◆ **Supplied entries**
::::::
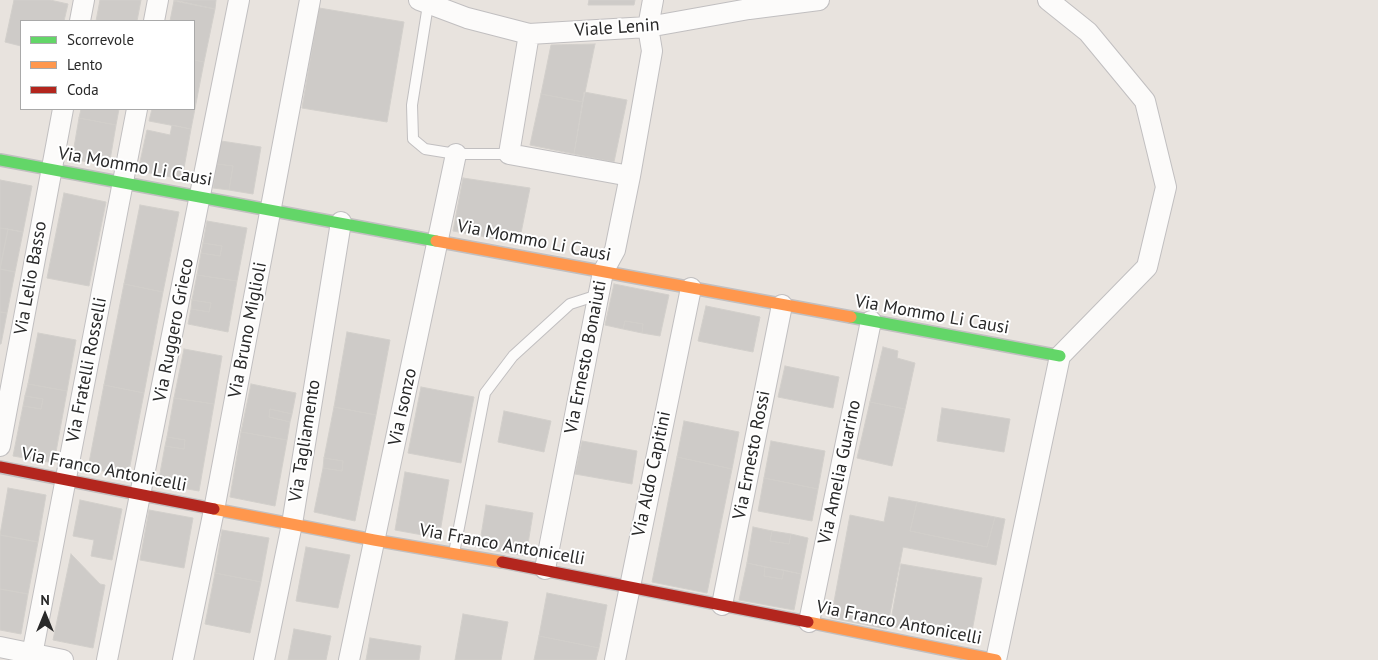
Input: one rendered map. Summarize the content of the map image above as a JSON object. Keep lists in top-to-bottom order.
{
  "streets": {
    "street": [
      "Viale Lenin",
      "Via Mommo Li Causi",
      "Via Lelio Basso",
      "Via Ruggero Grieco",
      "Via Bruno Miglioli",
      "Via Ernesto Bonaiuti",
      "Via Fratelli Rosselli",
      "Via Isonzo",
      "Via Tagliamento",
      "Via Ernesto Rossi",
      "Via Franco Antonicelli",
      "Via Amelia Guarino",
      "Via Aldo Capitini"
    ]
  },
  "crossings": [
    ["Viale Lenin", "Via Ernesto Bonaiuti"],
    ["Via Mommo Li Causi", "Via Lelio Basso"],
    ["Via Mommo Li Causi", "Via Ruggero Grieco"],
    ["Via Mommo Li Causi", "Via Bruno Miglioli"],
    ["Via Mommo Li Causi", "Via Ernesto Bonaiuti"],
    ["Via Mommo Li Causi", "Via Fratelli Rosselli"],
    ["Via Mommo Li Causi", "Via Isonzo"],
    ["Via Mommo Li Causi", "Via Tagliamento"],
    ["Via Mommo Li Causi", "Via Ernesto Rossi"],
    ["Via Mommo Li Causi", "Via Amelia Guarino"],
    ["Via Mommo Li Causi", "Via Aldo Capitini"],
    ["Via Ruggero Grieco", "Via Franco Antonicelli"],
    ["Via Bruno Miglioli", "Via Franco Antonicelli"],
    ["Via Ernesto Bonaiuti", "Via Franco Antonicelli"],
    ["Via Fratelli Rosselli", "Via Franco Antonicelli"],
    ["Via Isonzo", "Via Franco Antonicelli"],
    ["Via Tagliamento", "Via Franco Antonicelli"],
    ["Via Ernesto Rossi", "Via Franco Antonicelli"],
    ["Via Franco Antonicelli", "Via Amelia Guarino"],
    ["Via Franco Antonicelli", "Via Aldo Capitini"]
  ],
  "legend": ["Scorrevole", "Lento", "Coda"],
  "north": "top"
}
::::::
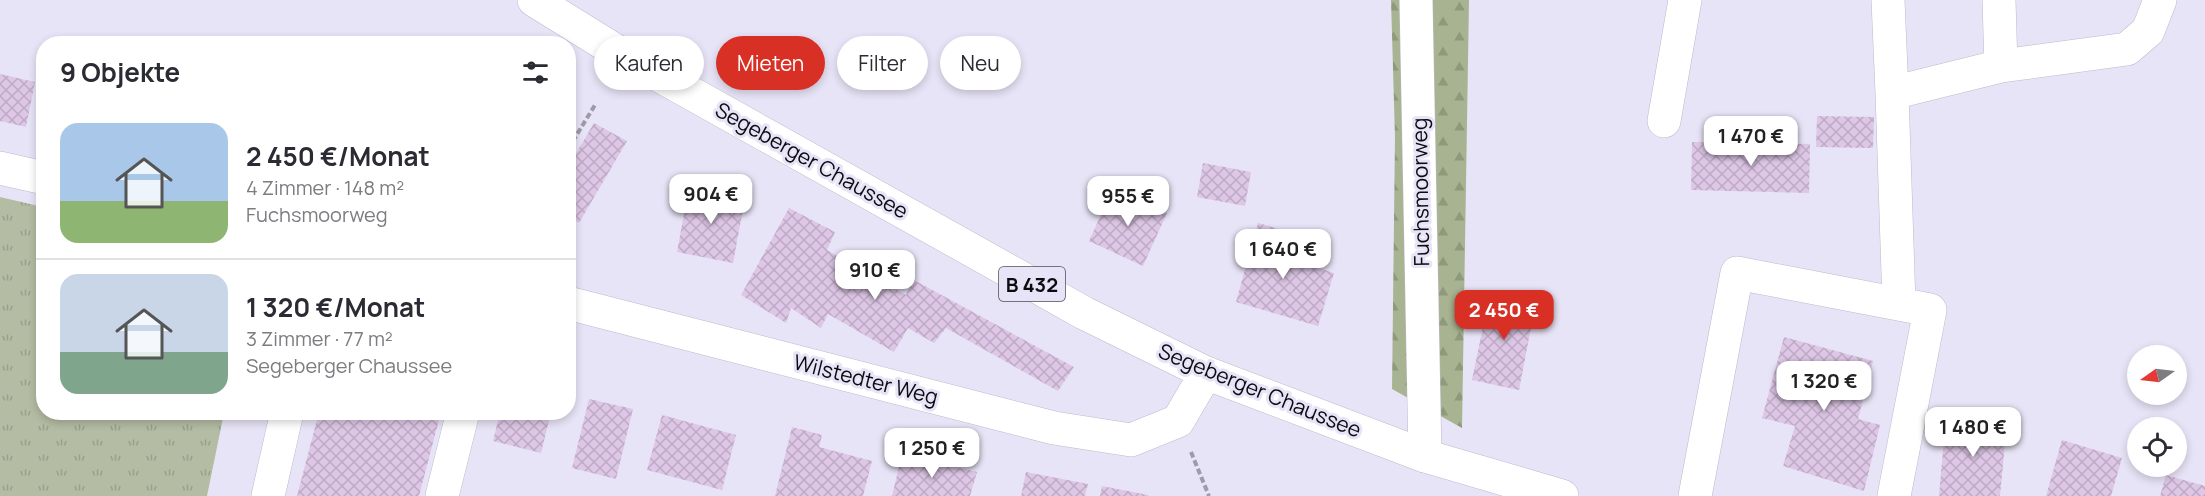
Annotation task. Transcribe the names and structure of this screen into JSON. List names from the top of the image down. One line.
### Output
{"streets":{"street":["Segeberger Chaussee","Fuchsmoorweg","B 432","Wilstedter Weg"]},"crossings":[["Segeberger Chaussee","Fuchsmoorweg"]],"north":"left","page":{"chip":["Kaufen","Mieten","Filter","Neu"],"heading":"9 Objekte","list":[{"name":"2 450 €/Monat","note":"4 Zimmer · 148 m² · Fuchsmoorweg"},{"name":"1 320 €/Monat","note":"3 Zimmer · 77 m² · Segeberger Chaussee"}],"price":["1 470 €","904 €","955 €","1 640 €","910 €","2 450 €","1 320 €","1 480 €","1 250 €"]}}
::::::
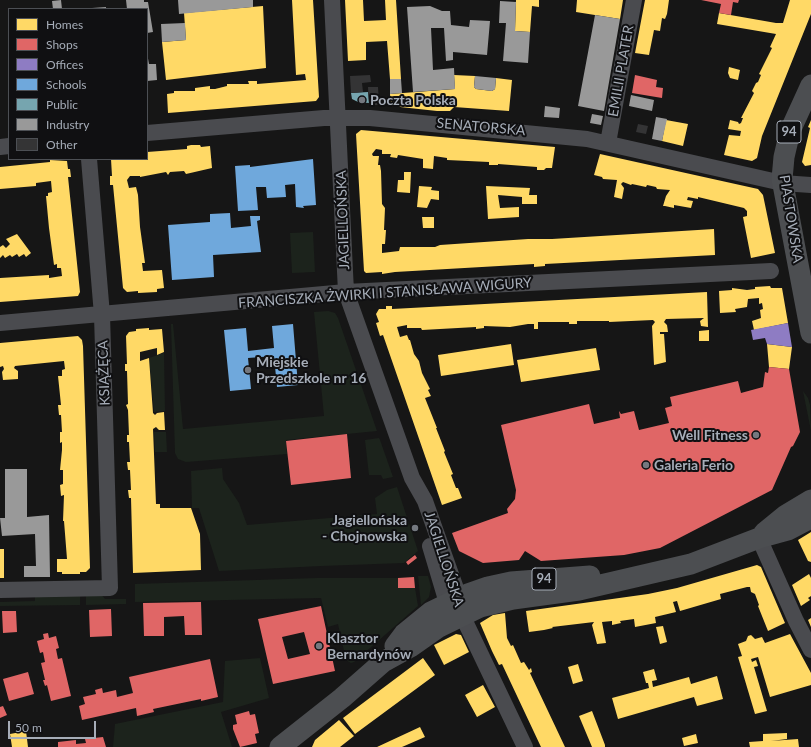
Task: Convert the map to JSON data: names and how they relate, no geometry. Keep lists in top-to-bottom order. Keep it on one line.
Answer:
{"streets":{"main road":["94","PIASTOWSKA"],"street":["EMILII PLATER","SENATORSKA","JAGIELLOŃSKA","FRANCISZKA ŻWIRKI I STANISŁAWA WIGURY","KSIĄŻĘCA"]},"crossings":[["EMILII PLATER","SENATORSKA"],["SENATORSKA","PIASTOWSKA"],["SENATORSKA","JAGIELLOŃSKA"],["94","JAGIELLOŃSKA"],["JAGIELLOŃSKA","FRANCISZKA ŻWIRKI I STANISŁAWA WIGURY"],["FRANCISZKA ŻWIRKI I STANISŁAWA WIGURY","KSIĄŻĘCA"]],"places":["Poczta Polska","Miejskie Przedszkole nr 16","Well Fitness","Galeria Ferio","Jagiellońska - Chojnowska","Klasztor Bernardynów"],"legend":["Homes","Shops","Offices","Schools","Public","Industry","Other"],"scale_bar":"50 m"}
::::::
◆ **Directions for this task**
Gather from the entries above all lines that include the string "names".

◆ **Output for this exercise**
Annotation task. Transcribe the names and structure of this screen into JSON. List names from the top of the image down. One line.
Task: Convert the map to JSON data: names and how they relate, no geometry. Keep lists in top-to-bottom order. Keep it on one line.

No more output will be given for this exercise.